John G. Avildsen, who won an Academy Award for directing Rocky and helmed the first three original Karate Kid movies, has died. He was 81.
Avildsen died of pancreatic cancer at Cedars-Sinai Medical Center in Los Angeles, his son, Anthony, told the Los Angeles Times.
Avildsen also won the DGA Award for directing “Rocky,” which also won Oscars for best picture and film editing and was nominated in multiple other categories.
In 2006 Variety interviewed Avildsen, who said that a film with a boxing story didn’t excite him at first, but he was “moved by the urban character study of Sylvester Stallone’s script.” He held out on directing part two in lieu of another project — a decision that Avildsen said was “one of my greatest mistakes.” He returned to the franchise to direct 1990’s “Rocky V.”

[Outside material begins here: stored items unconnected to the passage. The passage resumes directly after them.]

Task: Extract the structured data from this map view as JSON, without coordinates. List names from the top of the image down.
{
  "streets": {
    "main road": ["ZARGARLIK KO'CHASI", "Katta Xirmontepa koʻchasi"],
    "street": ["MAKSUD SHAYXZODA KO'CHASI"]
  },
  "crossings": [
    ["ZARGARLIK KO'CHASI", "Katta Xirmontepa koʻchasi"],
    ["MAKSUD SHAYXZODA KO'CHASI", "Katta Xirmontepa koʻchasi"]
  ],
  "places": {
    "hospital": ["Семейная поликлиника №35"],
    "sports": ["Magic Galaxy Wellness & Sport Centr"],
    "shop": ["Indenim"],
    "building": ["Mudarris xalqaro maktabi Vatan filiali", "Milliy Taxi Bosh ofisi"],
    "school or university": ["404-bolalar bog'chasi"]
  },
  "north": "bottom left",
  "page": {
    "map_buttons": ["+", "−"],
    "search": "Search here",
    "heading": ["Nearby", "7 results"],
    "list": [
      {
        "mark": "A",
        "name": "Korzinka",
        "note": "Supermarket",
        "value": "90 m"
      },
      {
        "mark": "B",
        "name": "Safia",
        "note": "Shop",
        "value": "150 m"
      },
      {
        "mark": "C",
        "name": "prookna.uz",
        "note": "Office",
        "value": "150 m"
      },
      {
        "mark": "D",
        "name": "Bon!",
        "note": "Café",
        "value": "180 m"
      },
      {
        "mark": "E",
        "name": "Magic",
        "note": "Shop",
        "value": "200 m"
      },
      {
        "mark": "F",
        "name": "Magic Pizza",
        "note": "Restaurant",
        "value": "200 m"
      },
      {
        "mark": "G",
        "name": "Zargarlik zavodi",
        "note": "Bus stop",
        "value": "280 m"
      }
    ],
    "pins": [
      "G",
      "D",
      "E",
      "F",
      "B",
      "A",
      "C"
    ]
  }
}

In 1983 he was Oscar nominated again, this time for the documentary short “Traveling Hopefully.”
Avildsen also directed Susan Sarandon and Peter Boyle in the ultimately violent drama Joe (1970); guided Jack Lemmon to the Academy Award for best actor in Save the Tiger (1973) in a story about a businessman having a mid-life crisis; and kept things together on the set of The Formula (1980), which starred the temperamental actors George C. Scott and Marlon Brando.
Avildsen also called the shots on The Karate Kid (1984), the inspirational film that starred Pat Morita as an Okinawan martial arts master who agrees to teach karate to a bullied teenager (Ralph Macchio), then stayed on for the sequels in 1986 and 1989.